Countries are relying more and more on transboundary water resources to meet their growing water demands; yet, because transboundary basins create inevitable linkages and interdependencies among neighboring countries, actions to this end may have cross-border impact. For example, the unilateral use of shared waters by one country may affect water availability for use in another co-riparian country—seasonally (e.g., flow changes through storage or other flow management infrastructure), quantitatively (e.g., consumptive use), qualitatively (e.g., pollution), and over time (e.g., downstream development of water resources, which may foreclose future use upstream). Tension and conflict over competing water use may also emerge.
With a growing number of transboundary basins in which water use and demand permanently or temporarily exceed the amount of renewable water available, along with uncertainty from climate change, coordinated basin management and planning of new interventions (both “hard” solutions, such as infrastructure investments, and “soft” solutions, such as coordination of flow regulation) will become increasingly important to secure water availability and create resilience in these systems.
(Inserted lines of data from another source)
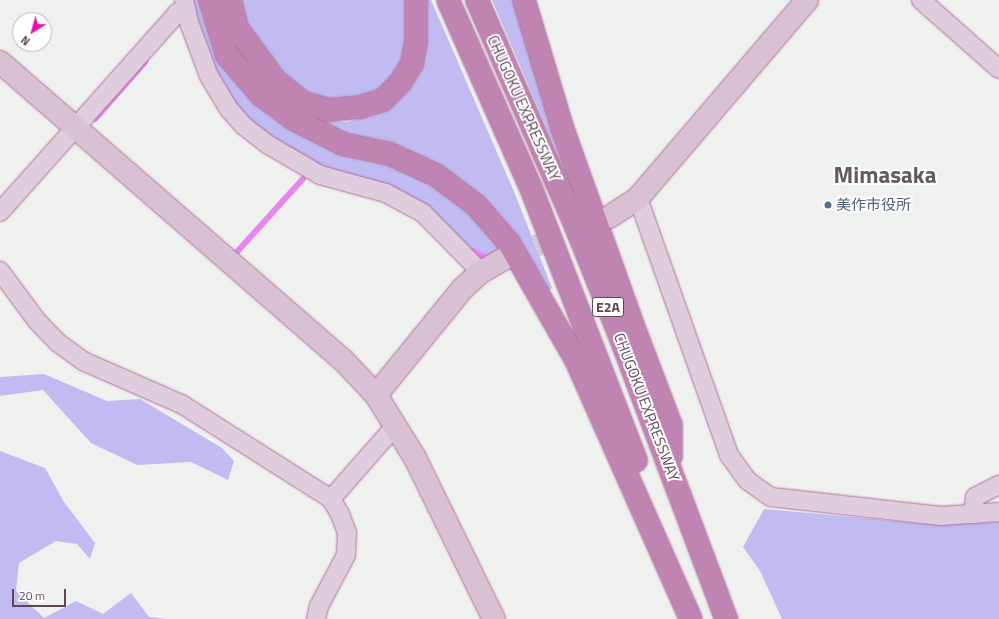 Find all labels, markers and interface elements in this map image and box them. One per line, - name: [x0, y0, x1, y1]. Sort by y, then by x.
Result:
- north arrow: [12, 12, 52, 52]
- text: N: [18, 32, 33, 49]
- street label: CHUGOKU EXPRESSWAY: [484, 33, 564, 183]
- district label: Mimasaka: [834, 161, 936, 189]
- place label: 美作市役所: [836, 196, 911, 214]
- marker: 美作市役所: [823, 200, 833, 210]
- road number: E2A: [591, 295, 625, 319]
- street label: CHUGOKU EXPRESSWAY: [610, 330, 684, 484]
- scale bar: [14, 581, 68, 607]
- text: 20 m: [19, 586, 45, 605] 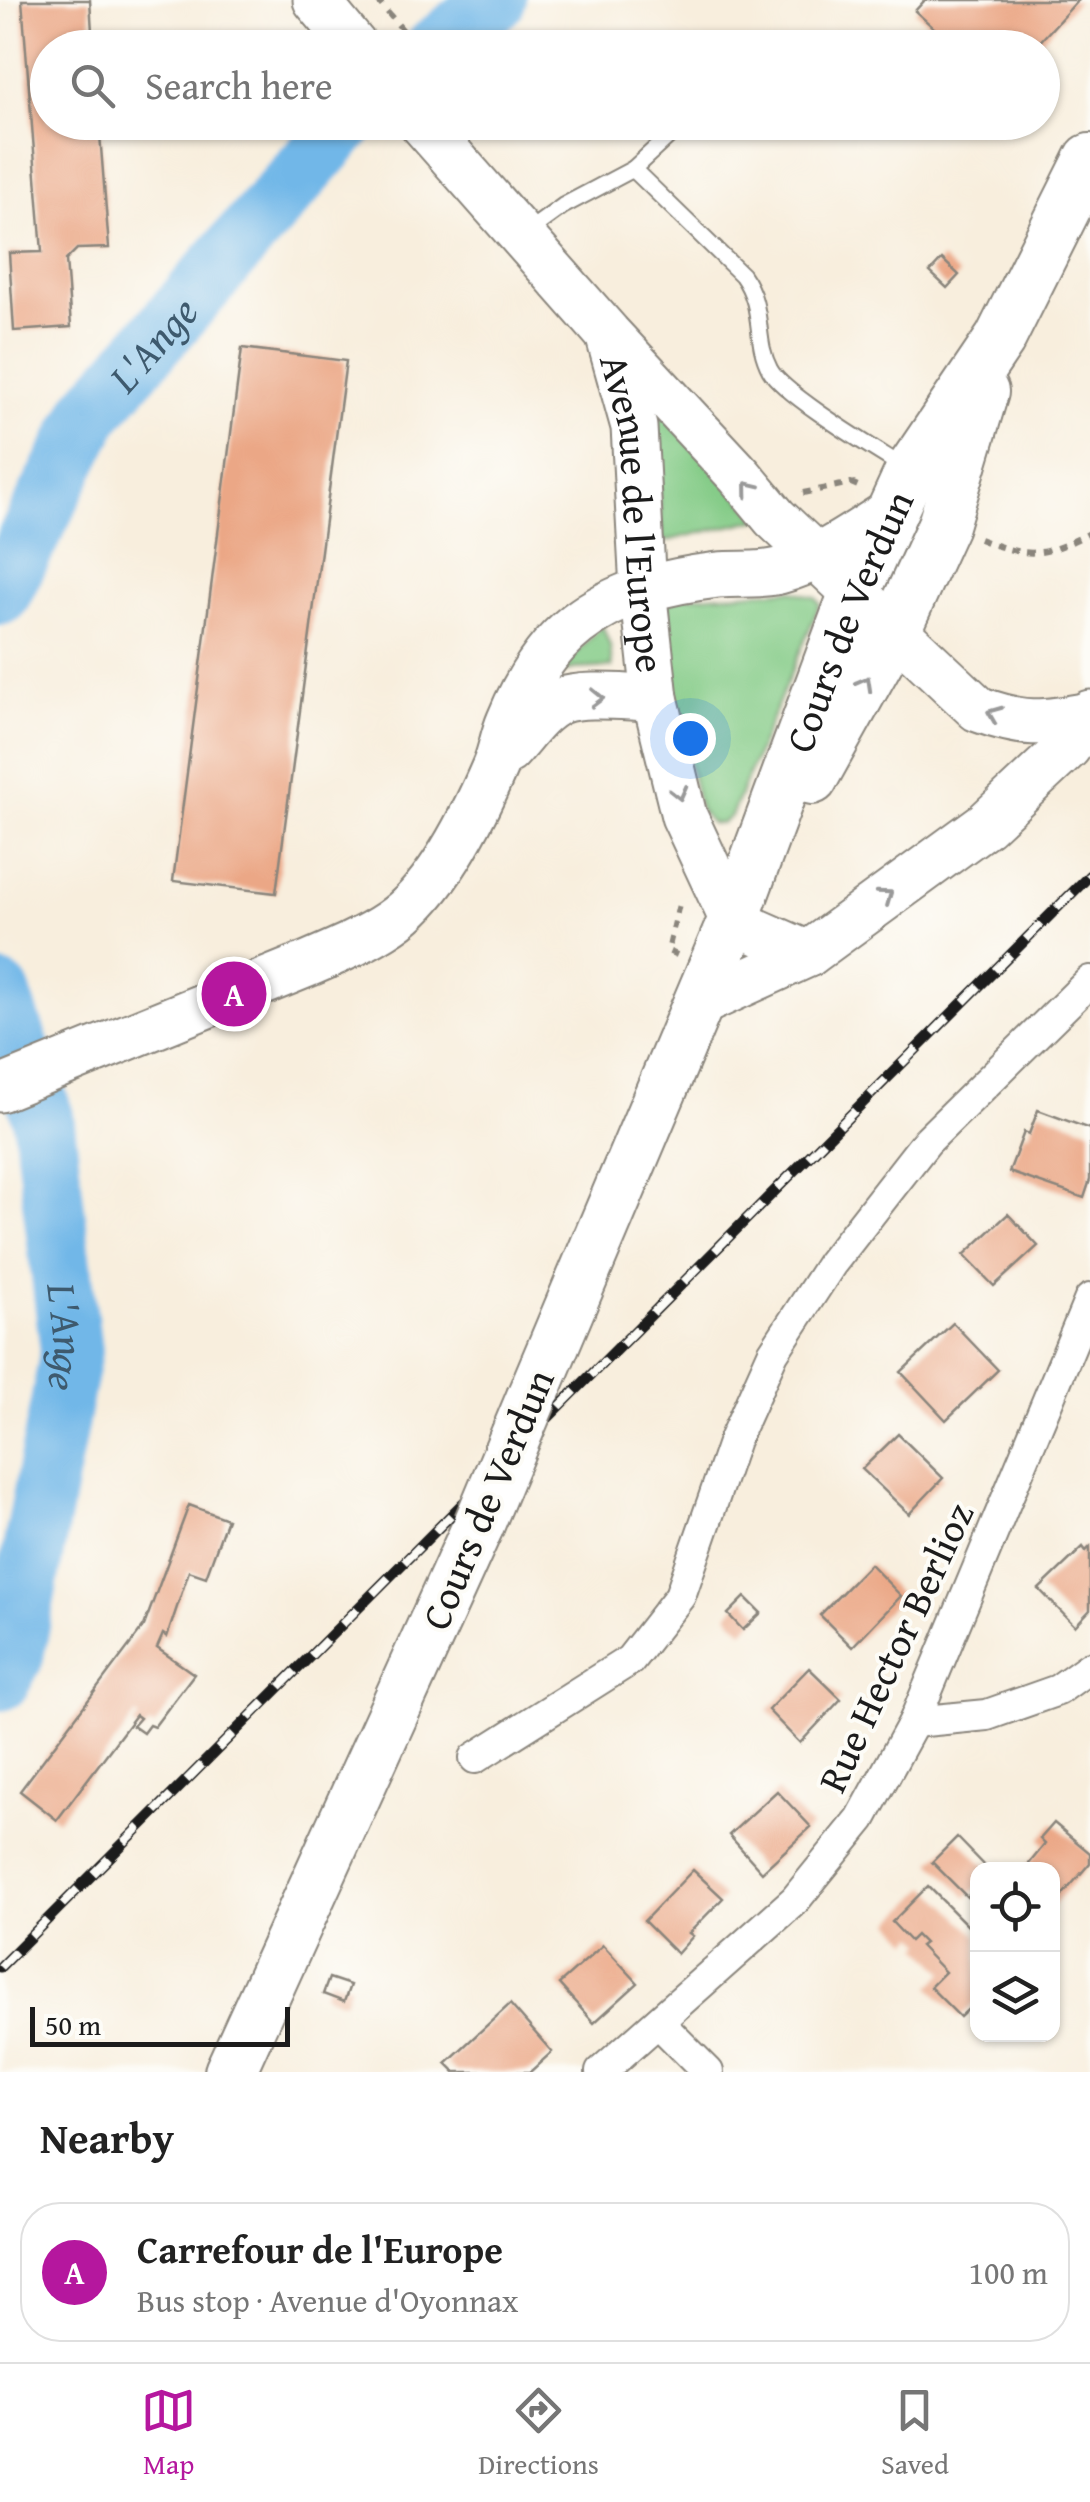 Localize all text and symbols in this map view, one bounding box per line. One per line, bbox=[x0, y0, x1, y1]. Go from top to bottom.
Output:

In many basins, riparian countries have successfully addressed water challenges through coordinated action. They and their development partners have developed and tested various tools that can be employed to harness the benefits that can be derived from shared freshwater systems and to achieve more water security in the long term.
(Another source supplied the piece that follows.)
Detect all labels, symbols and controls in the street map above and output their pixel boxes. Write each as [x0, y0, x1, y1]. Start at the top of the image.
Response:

The World Bank has brought together these experiences from the various basins in a comprehensive overview report that guides practitioners and decision makers in the process of identifying appropriate tools to address the unique transboundary water challenges they are dealing with. The report, Promoting Development in Shared River Basins: Tools for Enhancing Transboundary Basin Management, was launched at the World Water Forum in Brasilia.
“It presents a non-prescriptive, interactive toolkit comprising 101 tools derived from the international experience [with corresponding real-world examples and associated web links] that can be employed by countries and development partners in their efforts to develop more water-secure economies and societies by harnessing the freshwater resources of shared basins”, said Jennifer Sara, Director for the World Bank Water Global Practice, at the launch event. The report offers a simple guidance framework that helps the reader find appropriate tools at the various stages in the basin development process. A companion report explains the application of the framework and the use of select tools through case studies on the Kura-Araks, Columbia, Chu and Talas, Vuoksi, Douro, and Rhône basins.
Together, the reports aim to contribute relevant knowledge toward optimizing basin development and achieving mutual benefits, and to preventing or mitigating transboundary harm, in accordance with the transboundary cooperation elements in SDG6 and the World Water Forum Declaration.